[Saved entries]
━━━━━━━━━━

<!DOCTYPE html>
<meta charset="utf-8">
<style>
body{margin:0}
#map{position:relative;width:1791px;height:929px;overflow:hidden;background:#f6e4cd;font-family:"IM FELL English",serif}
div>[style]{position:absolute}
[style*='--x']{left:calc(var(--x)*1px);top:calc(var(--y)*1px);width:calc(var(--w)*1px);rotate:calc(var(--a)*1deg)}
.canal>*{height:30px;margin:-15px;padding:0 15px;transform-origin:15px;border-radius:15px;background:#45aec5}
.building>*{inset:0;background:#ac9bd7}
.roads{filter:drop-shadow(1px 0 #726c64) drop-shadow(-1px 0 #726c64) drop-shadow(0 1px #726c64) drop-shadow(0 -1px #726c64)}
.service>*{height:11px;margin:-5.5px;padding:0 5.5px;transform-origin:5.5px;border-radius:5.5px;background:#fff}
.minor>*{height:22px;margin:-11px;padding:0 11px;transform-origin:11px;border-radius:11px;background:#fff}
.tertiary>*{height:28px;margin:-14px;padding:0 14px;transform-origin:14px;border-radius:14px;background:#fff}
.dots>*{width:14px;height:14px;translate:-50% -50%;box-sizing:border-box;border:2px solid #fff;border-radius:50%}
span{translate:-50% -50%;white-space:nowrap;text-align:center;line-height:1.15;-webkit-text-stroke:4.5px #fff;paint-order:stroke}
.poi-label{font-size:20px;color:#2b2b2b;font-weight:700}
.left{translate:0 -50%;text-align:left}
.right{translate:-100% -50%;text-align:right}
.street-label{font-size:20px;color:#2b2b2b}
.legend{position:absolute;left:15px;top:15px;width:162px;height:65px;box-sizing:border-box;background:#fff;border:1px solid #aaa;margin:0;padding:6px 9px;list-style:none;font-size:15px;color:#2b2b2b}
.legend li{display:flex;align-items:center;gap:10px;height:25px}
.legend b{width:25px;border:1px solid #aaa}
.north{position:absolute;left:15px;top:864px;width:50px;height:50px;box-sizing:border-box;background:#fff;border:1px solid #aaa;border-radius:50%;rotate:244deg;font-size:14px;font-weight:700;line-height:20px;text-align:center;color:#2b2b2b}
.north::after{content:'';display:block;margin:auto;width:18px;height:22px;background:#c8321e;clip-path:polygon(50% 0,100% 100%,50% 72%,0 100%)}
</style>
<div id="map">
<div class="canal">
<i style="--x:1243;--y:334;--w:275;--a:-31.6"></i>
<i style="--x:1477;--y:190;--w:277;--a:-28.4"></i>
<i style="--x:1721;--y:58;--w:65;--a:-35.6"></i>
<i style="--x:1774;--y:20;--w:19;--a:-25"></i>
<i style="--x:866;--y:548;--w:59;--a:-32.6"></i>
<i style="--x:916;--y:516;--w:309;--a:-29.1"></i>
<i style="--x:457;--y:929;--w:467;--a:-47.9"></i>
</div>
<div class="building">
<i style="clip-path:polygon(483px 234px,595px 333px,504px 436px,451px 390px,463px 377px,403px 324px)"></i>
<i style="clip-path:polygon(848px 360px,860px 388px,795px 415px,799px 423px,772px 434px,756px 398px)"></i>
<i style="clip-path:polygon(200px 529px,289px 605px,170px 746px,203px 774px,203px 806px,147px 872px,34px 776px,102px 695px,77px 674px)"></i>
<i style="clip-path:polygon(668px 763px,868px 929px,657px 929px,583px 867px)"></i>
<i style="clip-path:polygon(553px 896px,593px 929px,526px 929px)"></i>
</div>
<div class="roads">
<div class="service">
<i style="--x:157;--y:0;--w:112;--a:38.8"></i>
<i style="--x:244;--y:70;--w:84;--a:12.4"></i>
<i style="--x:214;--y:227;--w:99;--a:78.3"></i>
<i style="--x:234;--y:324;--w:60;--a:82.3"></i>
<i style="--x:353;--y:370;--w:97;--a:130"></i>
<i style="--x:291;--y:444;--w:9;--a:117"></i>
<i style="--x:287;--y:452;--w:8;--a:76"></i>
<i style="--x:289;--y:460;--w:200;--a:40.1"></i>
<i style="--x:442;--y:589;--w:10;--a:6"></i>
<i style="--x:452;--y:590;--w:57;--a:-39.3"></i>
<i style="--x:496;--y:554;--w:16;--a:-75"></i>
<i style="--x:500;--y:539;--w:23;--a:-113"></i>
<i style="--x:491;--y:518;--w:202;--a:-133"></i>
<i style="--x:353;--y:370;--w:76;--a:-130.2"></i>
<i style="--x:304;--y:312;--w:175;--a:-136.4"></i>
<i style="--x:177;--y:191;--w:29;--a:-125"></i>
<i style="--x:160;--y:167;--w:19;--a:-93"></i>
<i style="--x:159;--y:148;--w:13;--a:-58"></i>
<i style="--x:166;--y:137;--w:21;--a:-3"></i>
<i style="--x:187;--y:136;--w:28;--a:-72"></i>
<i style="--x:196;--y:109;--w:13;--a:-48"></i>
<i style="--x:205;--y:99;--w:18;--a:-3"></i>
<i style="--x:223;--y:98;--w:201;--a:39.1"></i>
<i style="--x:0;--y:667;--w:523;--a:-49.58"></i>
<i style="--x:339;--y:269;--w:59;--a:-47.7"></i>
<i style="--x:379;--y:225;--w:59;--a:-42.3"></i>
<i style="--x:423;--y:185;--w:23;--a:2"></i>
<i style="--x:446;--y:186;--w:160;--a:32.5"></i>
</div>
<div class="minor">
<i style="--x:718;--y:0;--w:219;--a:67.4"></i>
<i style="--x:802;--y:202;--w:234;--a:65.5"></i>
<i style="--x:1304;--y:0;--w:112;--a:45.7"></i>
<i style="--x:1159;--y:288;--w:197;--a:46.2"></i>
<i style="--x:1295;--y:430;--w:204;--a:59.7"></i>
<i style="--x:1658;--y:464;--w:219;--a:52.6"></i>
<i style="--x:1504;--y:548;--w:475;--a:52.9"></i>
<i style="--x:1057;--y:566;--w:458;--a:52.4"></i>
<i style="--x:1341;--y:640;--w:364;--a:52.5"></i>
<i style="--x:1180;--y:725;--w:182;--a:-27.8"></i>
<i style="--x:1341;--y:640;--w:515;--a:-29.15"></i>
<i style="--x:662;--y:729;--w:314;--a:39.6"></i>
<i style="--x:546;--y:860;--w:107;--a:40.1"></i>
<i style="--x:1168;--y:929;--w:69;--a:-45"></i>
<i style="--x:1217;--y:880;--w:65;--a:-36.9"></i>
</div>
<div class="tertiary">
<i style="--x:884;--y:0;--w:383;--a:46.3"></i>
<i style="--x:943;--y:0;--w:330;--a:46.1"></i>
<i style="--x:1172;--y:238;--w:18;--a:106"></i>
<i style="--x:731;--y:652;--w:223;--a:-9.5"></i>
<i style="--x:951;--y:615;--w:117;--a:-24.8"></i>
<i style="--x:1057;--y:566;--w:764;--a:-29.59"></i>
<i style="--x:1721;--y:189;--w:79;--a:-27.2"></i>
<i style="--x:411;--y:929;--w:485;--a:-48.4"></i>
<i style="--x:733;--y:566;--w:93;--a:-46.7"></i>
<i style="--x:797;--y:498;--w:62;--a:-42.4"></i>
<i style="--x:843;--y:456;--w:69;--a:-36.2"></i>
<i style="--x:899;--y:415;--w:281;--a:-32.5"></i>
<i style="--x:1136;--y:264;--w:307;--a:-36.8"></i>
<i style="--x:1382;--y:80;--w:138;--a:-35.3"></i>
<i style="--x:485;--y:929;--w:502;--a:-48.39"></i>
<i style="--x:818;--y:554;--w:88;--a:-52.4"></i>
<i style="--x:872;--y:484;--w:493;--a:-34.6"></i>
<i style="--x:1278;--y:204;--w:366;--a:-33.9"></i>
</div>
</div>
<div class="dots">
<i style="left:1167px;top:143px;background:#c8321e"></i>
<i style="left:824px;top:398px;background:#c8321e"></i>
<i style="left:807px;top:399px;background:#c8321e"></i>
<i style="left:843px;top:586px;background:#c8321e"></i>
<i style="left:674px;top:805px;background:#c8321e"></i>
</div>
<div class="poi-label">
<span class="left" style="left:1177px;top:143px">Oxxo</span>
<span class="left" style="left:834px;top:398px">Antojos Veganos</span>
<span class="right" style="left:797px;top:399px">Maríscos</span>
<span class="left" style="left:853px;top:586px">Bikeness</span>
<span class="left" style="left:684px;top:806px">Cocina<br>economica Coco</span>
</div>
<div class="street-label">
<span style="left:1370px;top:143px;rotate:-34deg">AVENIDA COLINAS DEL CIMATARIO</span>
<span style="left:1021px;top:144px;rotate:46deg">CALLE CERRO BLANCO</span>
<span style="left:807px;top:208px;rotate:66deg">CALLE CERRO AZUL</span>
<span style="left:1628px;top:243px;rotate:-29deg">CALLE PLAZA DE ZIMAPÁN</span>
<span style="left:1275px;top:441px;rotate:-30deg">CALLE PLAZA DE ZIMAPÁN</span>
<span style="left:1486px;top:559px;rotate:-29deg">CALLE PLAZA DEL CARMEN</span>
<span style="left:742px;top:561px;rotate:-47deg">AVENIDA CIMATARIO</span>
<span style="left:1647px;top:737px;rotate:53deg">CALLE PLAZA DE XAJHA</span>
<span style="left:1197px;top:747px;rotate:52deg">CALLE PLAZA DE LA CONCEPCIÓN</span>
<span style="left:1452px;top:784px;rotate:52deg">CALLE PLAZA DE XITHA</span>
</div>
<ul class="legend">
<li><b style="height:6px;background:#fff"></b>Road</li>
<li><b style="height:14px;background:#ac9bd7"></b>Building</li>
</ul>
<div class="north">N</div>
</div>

━━━━━━━━━━

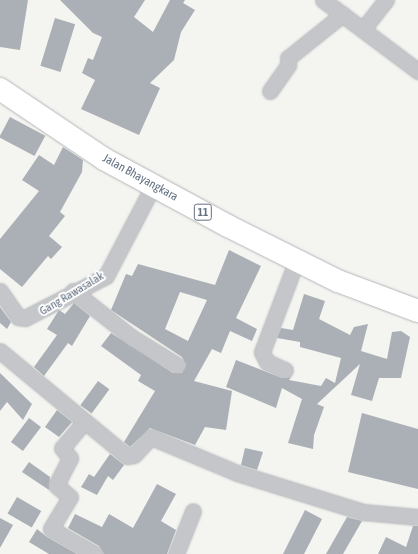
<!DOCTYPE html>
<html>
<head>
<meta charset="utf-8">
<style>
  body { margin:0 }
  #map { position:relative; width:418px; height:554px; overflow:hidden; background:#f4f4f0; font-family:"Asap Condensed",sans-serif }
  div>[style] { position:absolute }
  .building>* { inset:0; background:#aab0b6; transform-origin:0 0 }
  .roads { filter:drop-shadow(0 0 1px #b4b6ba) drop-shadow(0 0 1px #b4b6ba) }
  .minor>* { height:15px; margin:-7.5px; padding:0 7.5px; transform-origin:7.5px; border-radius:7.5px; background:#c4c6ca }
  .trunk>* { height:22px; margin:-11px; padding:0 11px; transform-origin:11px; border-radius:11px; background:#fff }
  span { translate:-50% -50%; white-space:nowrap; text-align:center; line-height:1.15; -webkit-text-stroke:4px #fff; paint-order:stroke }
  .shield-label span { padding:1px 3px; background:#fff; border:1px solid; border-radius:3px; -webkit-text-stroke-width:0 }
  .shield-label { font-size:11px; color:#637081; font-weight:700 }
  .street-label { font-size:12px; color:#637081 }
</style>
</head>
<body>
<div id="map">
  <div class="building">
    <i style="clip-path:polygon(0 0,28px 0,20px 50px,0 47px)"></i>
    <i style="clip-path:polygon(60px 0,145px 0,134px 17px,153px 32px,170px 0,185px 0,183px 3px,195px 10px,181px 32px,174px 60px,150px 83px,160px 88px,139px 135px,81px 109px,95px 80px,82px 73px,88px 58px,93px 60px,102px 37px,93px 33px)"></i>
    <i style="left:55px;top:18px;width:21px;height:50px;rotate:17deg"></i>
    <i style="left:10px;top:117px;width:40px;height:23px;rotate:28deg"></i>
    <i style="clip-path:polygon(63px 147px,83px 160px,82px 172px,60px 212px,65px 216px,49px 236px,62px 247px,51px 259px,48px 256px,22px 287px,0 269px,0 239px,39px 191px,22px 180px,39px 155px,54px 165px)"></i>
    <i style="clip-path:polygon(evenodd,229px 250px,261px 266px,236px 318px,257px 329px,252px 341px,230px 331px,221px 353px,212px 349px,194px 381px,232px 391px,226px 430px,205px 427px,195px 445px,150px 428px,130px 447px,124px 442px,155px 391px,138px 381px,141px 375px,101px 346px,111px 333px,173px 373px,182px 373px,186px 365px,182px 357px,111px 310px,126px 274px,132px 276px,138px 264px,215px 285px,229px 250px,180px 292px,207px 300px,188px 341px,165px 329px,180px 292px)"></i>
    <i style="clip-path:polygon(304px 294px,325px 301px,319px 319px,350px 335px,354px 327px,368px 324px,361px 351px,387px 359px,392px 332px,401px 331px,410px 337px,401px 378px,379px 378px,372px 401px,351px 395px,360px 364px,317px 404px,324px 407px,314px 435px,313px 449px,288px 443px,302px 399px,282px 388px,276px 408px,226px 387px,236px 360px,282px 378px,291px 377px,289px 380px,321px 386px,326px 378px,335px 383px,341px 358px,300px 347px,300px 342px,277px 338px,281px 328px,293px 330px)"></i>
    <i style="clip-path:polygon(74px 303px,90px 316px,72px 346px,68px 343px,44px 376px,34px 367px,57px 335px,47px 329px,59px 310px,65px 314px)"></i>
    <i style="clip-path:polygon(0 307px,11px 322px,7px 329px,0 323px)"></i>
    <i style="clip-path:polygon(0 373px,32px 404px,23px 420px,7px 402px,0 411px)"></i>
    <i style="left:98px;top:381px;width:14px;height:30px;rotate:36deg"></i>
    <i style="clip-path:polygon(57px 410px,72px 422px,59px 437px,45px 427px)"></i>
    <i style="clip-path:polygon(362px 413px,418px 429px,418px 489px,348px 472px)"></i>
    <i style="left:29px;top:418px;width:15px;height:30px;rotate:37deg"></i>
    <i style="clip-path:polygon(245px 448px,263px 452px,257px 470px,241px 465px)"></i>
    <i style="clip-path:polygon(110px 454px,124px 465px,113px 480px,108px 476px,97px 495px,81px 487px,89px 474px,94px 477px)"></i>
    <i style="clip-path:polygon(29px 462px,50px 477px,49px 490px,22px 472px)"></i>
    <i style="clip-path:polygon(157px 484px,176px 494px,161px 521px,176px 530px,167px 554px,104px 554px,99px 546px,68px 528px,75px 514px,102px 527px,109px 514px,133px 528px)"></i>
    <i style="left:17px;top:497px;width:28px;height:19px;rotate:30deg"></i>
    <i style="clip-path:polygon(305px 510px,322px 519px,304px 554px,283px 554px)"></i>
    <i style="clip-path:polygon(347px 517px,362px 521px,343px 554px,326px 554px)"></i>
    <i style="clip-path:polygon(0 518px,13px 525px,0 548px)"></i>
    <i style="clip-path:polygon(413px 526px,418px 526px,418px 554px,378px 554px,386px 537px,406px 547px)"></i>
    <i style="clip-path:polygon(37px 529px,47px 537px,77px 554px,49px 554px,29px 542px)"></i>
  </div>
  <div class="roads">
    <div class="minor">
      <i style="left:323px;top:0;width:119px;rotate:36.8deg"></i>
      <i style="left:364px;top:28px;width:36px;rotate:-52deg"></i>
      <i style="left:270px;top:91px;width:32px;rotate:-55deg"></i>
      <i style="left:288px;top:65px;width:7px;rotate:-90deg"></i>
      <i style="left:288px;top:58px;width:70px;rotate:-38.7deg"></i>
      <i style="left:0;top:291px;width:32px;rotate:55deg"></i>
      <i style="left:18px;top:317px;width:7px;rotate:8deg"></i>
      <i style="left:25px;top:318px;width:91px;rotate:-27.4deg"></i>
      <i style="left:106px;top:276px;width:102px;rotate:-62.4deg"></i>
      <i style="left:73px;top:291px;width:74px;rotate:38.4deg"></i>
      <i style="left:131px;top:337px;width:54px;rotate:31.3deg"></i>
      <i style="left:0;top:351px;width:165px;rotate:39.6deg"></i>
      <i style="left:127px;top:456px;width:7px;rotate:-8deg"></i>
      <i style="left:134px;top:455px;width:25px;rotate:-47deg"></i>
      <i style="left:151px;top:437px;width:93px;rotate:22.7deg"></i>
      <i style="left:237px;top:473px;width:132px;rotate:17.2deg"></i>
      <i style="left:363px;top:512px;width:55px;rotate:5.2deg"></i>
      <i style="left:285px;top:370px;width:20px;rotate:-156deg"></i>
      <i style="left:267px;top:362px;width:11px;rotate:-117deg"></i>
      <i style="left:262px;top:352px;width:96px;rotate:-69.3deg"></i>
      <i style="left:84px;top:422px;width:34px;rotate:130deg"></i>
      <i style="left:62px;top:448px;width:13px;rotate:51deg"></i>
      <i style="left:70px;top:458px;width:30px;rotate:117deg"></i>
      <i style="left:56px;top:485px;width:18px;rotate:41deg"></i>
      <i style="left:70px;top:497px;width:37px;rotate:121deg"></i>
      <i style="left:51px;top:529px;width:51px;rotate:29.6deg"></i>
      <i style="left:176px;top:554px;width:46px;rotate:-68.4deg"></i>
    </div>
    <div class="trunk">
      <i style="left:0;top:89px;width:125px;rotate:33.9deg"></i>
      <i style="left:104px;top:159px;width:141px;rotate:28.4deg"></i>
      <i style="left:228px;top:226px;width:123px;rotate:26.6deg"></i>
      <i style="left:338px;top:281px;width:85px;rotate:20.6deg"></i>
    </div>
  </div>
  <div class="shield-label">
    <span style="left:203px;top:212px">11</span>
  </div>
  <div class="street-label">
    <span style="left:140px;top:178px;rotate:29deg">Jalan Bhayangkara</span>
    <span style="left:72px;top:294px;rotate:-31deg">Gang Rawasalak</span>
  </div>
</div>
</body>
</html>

━━━━━━━━━━

* Your task *
Return, unchanged, the run of lines above that opens with the line containing "height:15px; margin:-7.5px; padding:0" and closes with the line containing "font-size:11px; color:#637081; font-weight:700". Include both.

* Written solution *
  .minor>* { height:15px; margin:-7.5px; padding:0 7.5px; transform-origin:7.5px; border-radius:7.5px; background:#c4c6ca }
  .trunk>* { height:22px; margin:-11px; padding:0 11px; transform-origin:11px; border-radius:11px; background:#fff }
  span { translate:-50% -50%; white-space:nowrap; text-align:center; line-height:1.15; -webkit-text-stroke:4px #fff; paint-order:stroke }
  .shield-label span { padding:1px 3px; background:#fff; border:1px solid; border-radius:3px; -webkit-text-stroke-width:0 }
  .shield-label { font-size:11px; color:#637081; font-weight:700 }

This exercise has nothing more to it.